RegExp to validate an MVS dataset name

A

anothermindbomb

Hello,

Brand new to RegExp's this afternoon, so forgive the mess I'm about to
present...

I've been trying to write a regular expression to validate an MVS
dataset name - a file, essentially, on an MVS mainframe. The naming
standards for datasets runs like this (straight from the IBM manual,
I'm afraid)...

A data set name can be one name segment, or a series of joined name
segments. Each name segment represents a level of qualification. For
example, the data set name DEPT58.SMITH.DATA3 is composed of three name
segments. The first name on the left is called the high-level
qualifier, the last is the low-level qualifier.

Each name segment (qualifier) is 1 to 8 characters, the first of which
must be alphabetic (A to Z) or national (# @ $). The remaining 7
characters are either alphabetic, numeric (0-9), national, or a hyphen
(-).

The period (.) separates name segments from each other. Including all
name segments and periods, the length of the data set name must not
exceed 44 characters. Thus, a maximum of 22 name segments can make up a
data set name.

So, SYS1.ISPPLIB is perfectly ok, 6TEST.FILE is bad (due to the leading
'6'), PROD.DATASET.D230206 is fine and TEST.QUALIFIED.DATASET is bad
(QUALIFIED > 8 characters)

So far, I've come up with a ^([A-Z#@\$]{1}[\w#@\$\-]{1,7})

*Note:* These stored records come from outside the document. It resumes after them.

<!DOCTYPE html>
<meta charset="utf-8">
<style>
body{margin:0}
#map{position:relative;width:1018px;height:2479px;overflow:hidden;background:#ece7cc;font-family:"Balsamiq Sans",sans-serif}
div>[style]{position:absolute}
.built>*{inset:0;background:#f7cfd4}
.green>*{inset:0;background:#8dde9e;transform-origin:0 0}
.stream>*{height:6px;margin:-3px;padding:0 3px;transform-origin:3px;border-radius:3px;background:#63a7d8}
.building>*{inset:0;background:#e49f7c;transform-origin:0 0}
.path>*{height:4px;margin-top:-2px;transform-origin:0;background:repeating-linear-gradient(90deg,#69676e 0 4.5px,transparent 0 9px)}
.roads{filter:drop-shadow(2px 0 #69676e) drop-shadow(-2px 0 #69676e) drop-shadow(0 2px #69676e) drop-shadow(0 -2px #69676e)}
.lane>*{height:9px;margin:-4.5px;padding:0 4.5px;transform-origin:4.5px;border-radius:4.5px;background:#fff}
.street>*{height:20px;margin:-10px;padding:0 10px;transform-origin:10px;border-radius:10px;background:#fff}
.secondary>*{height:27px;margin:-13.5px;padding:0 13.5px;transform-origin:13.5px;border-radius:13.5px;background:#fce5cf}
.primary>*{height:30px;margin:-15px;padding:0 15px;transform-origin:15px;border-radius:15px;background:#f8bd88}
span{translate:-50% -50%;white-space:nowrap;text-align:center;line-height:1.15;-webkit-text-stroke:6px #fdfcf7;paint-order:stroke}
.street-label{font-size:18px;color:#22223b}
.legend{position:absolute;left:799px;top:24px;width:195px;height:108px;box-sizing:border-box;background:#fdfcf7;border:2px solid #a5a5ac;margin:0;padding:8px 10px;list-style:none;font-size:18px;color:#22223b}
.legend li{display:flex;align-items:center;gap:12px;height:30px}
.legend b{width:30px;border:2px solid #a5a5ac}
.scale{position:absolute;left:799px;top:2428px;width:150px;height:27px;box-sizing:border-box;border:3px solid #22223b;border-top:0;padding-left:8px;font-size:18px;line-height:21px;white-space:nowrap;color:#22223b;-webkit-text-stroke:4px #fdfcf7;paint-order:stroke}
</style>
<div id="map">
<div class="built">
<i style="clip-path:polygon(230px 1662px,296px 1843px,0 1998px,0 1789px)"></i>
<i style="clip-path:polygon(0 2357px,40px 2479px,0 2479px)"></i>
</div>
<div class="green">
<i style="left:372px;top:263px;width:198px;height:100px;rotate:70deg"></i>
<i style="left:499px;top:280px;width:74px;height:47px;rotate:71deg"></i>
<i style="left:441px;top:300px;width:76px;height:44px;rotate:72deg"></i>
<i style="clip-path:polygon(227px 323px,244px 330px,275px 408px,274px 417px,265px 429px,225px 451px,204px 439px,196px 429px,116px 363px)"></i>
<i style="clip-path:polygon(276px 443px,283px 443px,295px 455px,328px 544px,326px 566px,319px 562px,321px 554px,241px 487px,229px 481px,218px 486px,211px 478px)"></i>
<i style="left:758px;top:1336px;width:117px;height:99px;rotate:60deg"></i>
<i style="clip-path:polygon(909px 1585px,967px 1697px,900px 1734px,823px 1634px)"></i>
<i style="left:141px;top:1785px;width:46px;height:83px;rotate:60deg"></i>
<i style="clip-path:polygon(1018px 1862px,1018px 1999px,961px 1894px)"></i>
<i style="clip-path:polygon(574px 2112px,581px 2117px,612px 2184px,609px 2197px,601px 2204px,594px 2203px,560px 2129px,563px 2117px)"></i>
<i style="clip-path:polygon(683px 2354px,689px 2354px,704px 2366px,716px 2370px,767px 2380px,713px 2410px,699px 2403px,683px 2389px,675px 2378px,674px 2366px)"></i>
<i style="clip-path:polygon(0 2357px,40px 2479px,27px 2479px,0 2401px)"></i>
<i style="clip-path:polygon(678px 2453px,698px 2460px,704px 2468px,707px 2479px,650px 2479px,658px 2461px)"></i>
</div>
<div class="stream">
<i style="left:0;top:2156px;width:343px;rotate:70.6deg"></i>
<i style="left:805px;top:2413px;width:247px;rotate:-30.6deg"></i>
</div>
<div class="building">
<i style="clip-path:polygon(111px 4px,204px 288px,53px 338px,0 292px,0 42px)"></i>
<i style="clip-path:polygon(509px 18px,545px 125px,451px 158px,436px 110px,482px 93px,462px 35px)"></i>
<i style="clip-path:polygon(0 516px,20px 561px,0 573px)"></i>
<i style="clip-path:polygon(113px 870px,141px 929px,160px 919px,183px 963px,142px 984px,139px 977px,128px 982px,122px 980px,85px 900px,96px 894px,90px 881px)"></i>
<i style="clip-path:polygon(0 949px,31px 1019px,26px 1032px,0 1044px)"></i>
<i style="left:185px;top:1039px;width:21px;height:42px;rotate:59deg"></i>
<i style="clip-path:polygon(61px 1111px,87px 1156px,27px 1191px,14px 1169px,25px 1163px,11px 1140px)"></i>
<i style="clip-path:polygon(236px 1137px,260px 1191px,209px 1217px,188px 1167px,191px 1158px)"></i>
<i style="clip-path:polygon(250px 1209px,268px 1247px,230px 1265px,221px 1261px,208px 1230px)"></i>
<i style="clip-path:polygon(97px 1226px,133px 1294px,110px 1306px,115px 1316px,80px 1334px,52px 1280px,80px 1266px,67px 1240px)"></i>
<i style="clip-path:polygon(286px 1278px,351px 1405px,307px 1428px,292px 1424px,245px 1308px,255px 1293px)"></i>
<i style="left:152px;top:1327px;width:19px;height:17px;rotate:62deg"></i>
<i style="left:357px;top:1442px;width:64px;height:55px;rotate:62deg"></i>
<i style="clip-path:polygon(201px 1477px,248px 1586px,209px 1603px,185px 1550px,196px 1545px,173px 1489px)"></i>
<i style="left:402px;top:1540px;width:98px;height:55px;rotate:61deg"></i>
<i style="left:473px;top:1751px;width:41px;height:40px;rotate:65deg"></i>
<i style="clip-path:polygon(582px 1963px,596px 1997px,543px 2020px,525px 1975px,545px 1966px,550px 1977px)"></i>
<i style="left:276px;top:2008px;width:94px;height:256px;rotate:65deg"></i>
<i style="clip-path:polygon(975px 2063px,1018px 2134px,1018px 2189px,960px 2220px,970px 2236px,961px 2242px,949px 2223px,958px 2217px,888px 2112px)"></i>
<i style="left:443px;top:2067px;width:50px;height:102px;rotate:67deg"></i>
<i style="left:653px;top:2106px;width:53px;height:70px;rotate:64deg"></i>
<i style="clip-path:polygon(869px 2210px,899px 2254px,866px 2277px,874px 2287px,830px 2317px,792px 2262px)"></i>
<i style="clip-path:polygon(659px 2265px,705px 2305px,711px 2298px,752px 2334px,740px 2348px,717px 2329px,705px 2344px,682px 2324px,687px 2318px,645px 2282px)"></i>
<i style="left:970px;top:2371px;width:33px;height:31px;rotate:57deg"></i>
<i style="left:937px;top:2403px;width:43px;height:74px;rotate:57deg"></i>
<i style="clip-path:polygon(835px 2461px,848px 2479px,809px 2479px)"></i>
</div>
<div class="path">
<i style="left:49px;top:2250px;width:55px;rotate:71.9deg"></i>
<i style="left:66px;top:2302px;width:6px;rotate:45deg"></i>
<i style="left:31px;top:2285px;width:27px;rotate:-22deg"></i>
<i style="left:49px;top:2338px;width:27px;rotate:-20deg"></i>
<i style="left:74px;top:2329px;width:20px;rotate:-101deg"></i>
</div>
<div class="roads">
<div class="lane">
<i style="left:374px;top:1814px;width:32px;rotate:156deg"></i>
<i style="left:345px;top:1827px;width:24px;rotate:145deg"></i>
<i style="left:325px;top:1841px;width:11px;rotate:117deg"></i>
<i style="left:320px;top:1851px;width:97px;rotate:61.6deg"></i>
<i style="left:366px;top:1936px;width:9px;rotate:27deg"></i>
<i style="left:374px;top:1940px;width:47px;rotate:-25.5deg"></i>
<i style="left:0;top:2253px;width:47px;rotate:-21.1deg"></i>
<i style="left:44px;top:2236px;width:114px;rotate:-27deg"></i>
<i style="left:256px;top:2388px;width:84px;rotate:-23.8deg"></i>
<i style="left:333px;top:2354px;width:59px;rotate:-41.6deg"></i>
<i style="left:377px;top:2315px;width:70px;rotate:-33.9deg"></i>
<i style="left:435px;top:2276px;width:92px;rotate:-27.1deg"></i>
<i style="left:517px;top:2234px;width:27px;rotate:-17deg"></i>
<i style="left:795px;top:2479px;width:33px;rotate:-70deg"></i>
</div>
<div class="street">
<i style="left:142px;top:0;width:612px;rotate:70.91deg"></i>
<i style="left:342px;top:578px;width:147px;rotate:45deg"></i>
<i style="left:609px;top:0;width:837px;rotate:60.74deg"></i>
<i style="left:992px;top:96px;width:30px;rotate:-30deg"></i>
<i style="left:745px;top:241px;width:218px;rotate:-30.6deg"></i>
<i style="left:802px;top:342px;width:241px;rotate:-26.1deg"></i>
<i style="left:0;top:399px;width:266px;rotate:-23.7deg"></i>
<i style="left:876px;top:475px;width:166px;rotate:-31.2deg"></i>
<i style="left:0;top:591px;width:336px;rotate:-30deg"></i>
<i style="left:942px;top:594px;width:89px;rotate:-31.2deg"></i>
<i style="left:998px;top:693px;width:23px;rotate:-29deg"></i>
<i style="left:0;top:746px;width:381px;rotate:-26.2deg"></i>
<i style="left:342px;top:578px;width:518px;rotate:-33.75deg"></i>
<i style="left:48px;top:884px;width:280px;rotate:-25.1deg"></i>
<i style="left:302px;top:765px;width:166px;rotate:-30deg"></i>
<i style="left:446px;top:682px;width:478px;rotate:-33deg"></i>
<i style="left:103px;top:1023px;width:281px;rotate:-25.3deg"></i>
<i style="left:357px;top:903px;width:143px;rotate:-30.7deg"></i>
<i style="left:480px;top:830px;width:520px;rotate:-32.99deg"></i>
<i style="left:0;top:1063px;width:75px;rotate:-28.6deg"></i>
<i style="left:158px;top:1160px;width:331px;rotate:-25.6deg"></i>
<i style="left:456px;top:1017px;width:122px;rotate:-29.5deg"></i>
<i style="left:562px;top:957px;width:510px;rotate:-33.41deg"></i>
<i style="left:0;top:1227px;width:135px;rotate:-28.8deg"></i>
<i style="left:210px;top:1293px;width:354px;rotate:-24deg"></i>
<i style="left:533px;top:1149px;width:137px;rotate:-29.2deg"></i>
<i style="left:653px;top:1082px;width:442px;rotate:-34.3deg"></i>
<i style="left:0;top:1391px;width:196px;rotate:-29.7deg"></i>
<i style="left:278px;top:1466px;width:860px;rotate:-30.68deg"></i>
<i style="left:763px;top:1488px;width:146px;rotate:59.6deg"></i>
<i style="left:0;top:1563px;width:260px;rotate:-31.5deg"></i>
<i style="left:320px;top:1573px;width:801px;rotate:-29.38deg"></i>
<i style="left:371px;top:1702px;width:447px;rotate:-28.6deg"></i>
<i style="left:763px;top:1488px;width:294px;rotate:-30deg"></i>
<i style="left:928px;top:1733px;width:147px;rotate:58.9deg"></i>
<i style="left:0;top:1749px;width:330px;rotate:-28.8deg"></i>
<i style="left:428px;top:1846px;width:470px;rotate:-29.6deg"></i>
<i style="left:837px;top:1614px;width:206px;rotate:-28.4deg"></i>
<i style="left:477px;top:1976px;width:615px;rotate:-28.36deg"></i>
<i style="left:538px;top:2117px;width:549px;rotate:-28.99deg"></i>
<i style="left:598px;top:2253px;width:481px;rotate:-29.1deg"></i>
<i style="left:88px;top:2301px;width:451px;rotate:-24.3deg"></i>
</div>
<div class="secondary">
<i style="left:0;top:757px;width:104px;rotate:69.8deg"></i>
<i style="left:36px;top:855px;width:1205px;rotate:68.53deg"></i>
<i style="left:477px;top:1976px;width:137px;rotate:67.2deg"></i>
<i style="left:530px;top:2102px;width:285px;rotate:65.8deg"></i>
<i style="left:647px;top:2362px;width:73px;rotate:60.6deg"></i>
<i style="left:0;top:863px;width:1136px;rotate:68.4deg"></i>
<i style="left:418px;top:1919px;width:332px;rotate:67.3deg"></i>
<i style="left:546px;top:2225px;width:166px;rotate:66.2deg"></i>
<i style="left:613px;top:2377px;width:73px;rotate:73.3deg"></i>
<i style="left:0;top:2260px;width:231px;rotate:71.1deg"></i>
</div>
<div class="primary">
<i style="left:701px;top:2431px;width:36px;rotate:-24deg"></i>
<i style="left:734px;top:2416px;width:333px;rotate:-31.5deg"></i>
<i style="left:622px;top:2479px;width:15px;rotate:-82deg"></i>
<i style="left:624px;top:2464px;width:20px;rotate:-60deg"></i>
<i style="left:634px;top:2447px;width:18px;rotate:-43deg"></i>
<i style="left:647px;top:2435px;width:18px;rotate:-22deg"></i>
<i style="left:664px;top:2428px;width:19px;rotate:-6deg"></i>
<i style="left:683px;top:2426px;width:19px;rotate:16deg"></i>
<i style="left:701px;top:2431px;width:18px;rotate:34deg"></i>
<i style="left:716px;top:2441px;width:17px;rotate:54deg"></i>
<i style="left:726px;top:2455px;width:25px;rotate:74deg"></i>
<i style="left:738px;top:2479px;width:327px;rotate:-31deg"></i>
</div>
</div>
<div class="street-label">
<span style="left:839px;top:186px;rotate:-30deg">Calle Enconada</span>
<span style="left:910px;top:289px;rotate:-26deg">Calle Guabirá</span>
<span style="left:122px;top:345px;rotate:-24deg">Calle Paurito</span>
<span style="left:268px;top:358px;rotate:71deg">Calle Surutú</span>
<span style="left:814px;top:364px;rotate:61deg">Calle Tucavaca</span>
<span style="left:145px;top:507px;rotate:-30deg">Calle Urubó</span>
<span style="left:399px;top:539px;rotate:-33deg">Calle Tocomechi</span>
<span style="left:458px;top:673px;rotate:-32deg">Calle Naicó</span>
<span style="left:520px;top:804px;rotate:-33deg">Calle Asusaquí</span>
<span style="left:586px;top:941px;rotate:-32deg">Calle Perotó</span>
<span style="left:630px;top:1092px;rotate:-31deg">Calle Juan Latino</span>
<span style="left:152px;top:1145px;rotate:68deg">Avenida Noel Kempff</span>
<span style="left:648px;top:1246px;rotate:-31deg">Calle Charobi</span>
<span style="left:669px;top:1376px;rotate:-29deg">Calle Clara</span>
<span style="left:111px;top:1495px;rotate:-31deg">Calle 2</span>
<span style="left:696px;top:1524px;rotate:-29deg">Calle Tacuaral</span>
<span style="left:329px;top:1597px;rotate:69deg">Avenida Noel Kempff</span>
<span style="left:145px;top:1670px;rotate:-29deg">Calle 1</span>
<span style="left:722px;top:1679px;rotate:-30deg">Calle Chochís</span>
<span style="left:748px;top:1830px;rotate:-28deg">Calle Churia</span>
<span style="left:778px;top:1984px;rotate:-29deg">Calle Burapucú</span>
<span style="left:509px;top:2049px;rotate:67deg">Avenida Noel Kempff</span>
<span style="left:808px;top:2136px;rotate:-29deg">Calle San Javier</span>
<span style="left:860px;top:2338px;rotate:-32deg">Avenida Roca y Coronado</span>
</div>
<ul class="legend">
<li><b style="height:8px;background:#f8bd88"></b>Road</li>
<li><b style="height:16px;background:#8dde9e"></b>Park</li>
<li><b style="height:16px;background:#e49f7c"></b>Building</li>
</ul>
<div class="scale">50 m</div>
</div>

^([A-Z#@\$]{1} / # deal with the first character being alpha or
national
[\w#@\$\-]{1,7}) # followed by up to 7 characters for the rest of
the first qualifier.

I now need to possibly match a period and then the rules for the first
qualifier all over again (hence the brackets in my existing regexp).
How do I do it?

If I code ^([A-Z#@\$]{1}[\w#@\$\-]{1,7})\. to match the period how can
I referback to the rule I've just written to say "and there may be some
more of this lot coming up"... I've been playing with "The RegExp
Coach" (http://weitz.de/files/regex-coach.exe) to experiment and test
my musings but when I attempt to code a \0 to refer to the capturing
group I've just made, it doesn't seem to do what I expect. I'm assuming
that's because what I'm expecting is utterly incorrect!

BTW, I'm not concerned about checking the length of the string I'm
matching being less than 44 characters (I don't know if that's even
possible in a regexp!) - I can do that outside of this bit of code.


I have a feeling that what I'm attempting to do isn't particularly
hard, but I'm struggling to make further progress after matching the
first part of my string... a prod in the right direction, rather than a
solution would be most welcome - I'd like to learn how to work this out
for myself rather than have someone present me with the answer.

Cheers,

Steve,.
 
A

A. Sinan Unur

(e-mail address removed) wrote in @e56g2000cwe.googlegroups.com:
A data set name can be one name segment, or a series of joined name
segments. Each name segment represents a level of qualification. For
example, the data set name DEPT58.SMITH.DATA3 is composed of three
name segments. The first name on the left is called the high-level
qualifier, the last is the low-level qualifier.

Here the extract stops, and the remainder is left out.